### ACTIVITY
Please give the whole listing again word for word, and drop any pictures it holds.

### DATA EXTRACT

========

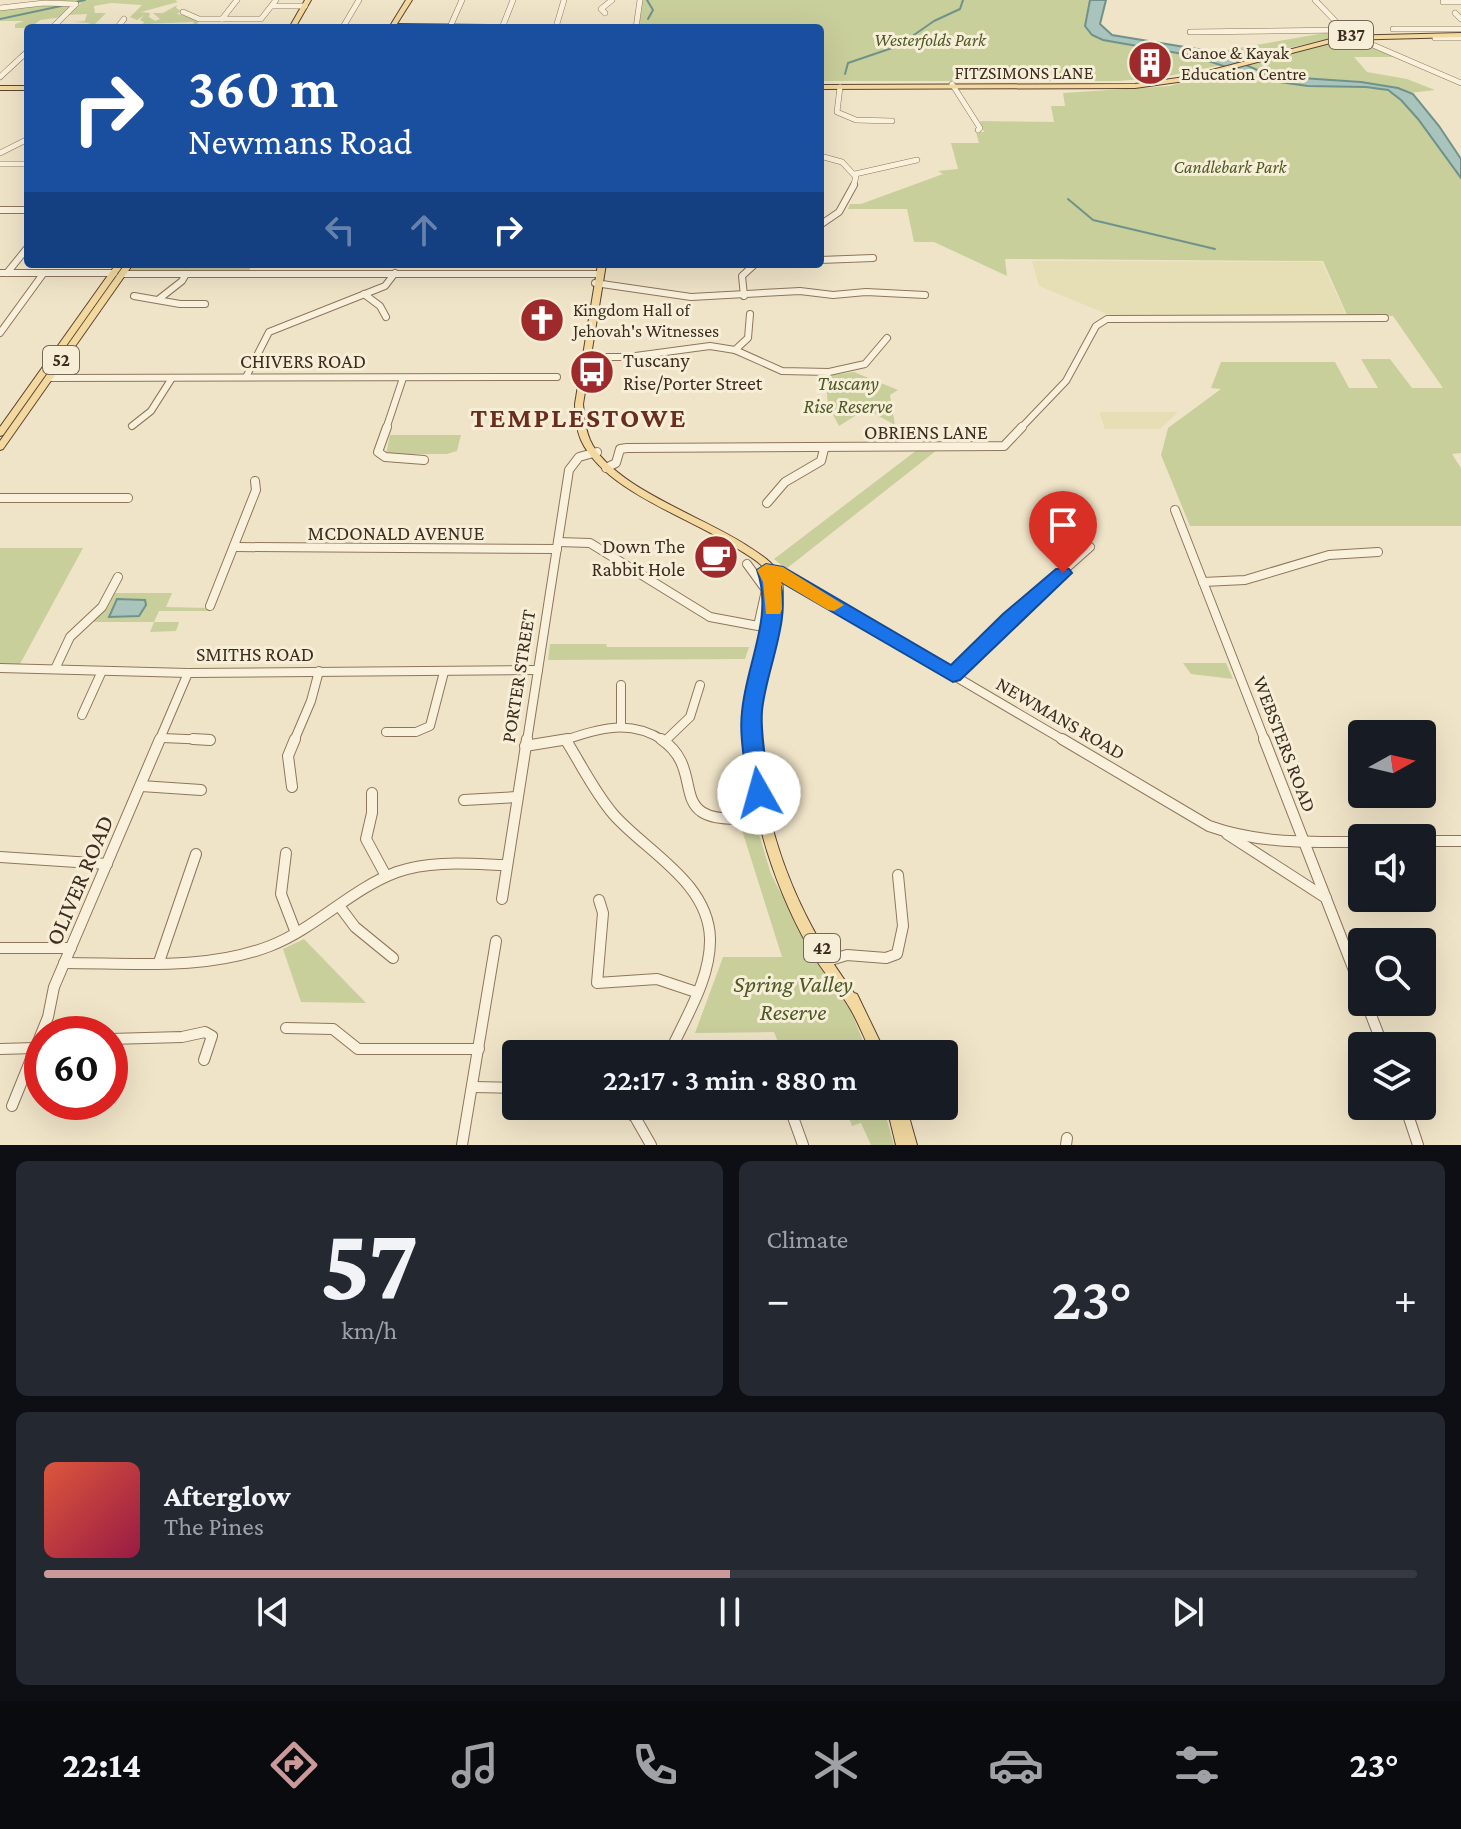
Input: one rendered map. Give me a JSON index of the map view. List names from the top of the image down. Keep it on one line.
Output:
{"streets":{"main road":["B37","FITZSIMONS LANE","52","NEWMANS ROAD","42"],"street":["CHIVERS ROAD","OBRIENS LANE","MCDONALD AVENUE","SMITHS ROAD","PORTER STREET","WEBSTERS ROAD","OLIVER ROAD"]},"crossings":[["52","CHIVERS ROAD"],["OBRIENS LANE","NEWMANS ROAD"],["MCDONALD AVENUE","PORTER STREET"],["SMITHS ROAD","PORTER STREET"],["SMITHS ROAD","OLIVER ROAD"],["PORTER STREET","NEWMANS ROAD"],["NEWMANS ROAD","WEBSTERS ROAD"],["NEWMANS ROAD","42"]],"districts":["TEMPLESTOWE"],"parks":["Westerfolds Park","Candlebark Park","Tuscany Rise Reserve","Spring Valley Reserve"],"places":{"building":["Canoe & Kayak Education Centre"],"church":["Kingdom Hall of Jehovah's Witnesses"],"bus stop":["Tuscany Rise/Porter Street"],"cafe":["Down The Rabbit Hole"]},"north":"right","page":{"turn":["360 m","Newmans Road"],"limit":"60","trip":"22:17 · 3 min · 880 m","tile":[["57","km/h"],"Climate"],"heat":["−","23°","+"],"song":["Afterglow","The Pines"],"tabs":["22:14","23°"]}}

========

### SOLUTION TO THIS EXERCISE
Input: one rendered map. Give me a JSON index of the map view. List names from the top of the image down. Keep it on one line.
Output:
{"streets":{"main road":["B37","FITZSIMONS LANE","52","NEWMANS ROAD","42"],"street":["CHIVERS ROAD","OBRIENS LANE","MCDONALD AVENUE","SMITHS ROAD","PORTER STREET","WEBSTERS ROAD","OLIVER ROAD"]},"crossings":[["52","CHIVERS ROAD"],["OBRIENS LANE","NEWMANS ROAD"],["MCDONALD AVENUE","PORTER STREET"],["SMITHS ROAD","PORTER STREET"],["SMITHS ROAD","OLIVER ROAD"],["PORTER STREET","NEWMANS ROAD"],["NEWMANS ROAD","WEBSTERS ROAD"],["NEWMANS ROAD","42"]],"districts":["TEMPLESTOWE"],"parks":["Westerfolds Park","Candlebark Park","Tuscany Rise Reserve","Spring Valley Reserve"],"places":{"building":["Canoe & Kayak Education Centre"],"church":["Kingdom Hall of Jehovah's Witnesses"],"bus stop":["Tuscany Rise/Porter Street"],"cafe":["Down The Rabbit Hole"]},"north":"right","page":{"turn":["360 m","Newmans Road"],"limit":"60","trip":"22:17 · 3 min · 880 m","tile":[["57","km/h"],"Climate"],"heat":["−","23°","+"],"song":["Afterglow","The Pines"],"tabs":["22:14","23°"]}}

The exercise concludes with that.